27/10/2014 Aspirant Julie Beck - Armée de l'Air

 

Du 6 au 17 octobre 2014, les aviateurs de l’équipe intégrée d’essais en vol (EIEV) d’Istres et de l’équipe de marque Rafale du centre d’expériences aériennes militaires (CEAM) de Mont-de-Marsan ont évalué une nouvelle version du Rafale.

 

Intitulé  F3.4+, ce nouveau standard du Rafale, en cours de développement par les industriels sous la responsabilité de la direction générale de l'armement (DGA), s’inscrit dans l’amélioration continue du système d'armes. Il prend en compte les retours d’expériences des opérationnels et le renforcement constant de la sécurité des vols. Les experts de l’EIEV et du CEAM forment le noyau dur des premiers utilisateurs et accompagnent le déploiement du nouveau système. « Pendant deux semaines, nous avons mené une campagne d’essais en vol, explique le commandant Mathieu Rigg, commandant de l’antenne équipe de marque Rafale à l’EIEV. L’appareil sera ensuite déployé en phase d’expérimentation finale à Mont-de-Marsan avant sa mise en service opérationnel. »

 

La version F3.4+ comporte de nombreuses évolutions logicielles, par exemple, l’amélioration de la saisie et de la conversion des coordonnées géographiques au standard de l’Otan (format MGRS) qui constituera un gain de temps très appréciable pour les équipages.

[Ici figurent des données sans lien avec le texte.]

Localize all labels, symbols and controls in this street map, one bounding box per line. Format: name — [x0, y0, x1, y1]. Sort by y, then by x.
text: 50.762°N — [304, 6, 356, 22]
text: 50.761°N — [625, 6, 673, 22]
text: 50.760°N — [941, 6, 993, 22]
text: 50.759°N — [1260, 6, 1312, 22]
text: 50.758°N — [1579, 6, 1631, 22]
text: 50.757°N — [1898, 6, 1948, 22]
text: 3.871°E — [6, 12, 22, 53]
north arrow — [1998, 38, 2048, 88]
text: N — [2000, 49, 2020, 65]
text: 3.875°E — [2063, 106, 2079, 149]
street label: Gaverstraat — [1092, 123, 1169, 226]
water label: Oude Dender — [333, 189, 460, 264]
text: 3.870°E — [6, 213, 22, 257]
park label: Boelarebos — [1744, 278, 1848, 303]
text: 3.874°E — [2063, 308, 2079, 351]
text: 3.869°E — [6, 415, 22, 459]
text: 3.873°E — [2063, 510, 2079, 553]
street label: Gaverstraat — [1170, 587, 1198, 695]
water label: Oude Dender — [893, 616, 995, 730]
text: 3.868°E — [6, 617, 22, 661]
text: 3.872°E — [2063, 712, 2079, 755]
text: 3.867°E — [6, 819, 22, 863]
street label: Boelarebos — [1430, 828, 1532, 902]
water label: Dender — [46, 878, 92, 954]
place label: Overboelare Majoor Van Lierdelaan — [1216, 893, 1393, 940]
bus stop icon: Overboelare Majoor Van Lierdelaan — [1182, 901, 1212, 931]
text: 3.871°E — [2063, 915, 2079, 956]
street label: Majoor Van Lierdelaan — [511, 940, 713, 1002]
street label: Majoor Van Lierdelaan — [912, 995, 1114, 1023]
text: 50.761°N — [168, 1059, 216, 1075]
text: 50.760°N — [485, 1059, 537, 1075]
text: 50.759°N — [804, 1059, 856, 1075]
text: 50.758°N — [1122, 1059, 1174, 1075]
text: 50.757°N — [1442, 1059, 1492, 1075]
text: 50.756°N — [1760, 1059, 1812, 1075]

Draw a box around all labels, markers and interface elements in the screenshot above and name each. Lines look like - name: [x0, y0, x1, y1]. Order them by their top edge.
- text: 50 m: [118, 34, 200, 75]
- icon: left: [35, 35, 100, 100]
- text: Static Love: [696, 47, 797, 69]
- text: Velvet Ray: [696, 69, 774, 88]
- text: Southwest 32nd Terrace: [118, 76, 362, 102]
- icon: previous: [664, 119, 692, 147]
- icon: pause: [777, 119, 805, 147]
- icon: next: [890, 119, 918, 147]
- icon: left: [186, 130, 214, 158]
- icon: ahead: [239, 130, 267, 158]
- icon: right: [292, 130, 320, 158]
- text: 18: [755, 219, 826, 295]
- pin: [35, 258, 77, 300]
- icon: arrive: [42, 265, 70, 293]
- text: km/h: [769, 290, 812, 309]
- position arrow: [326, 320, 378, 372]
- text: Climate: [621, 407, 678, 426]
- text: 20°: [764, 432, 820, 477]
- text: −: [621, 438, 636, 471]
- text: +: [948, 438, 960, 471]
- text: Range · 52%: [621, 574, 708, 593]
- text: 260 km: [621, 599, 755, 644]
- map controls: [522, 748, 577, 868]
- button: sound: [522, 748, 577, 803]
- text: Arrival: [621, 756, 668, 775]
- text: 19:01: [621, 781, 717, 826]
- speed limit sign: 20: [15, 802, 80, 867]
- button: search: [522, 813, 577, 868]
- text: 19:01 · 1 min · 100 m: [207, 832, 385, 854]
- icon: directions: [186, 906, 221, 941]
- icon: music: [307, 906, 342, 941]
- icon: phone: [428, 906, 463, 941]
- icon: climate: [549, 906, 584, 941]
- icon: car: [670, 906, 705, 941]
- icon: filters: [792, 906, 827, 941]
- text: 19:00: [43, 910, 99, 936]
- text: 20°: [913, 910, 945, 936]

Dans le domaine de la sécurité, un nouveau réticule « attitude » permettra aux pilotes de mieux appréhender les illusions sensorielles en les avertissant d’une position inusuelle. De plus, en phase de décollage, une alarme permettra de ne pas dépasser l’énergie maximale acceptable par les freins de l'avion, ce qui constitue une aide précieuse à la gestion de l'interruption au décollage. Enfin, « dans le domaine du suivi de terrain, le F3.4+ offre une nouvelle commande en temps réel pour les transitions entre mode radar et fichier numérique », ajoute le commandant Rigg.

Tout au long de l'évaluation, représentant une vingtaine d'heures de vol, les aviateurs de l’EIEV et du CEAM se sont attachés à définir les limites des domaines d’emploi du système avant d’en rédiger les fiches d’utilisation opérationnelle. Le nouveau standard F3.4+ du Rafale devrait être déployé dans les forces début 2015.

Pour en savoir plus sur le Rafale, Air actualités y a consacré un dossier complet dans le numéro 669 de mars 2014, disponible en ligne.

 

Zoom sur l’équipe intégrée d’essais en vol d’Istres

L’équipe intégrée d’essais en vol, stationnée à Istres, est composée de sept membres étatiques (pilotes, navigateurs et ingénieurs d'essais) du CEAM (armée de l'air), du centre d'expérimentations pratiques et de réception de l'aéronavale (marine nationale) et de la DGA Essais en vol. En lien privilégié avec les industriels, les aviateurs de l'EIEV sont les référents techniques de l’état-major de l’armée de l’air lors des grandes orientations d’un programme. Outre une expérience aéronautique et opérationnelle forte, ils ont suivi un stage d’un an à l’école du personnel navigant d’essais et de réception (EPNER) de la DGA. Ils s’assurent notamment de l’implémentation des nouveaux systèmes et de leurs impacts sur l’interface homme/système.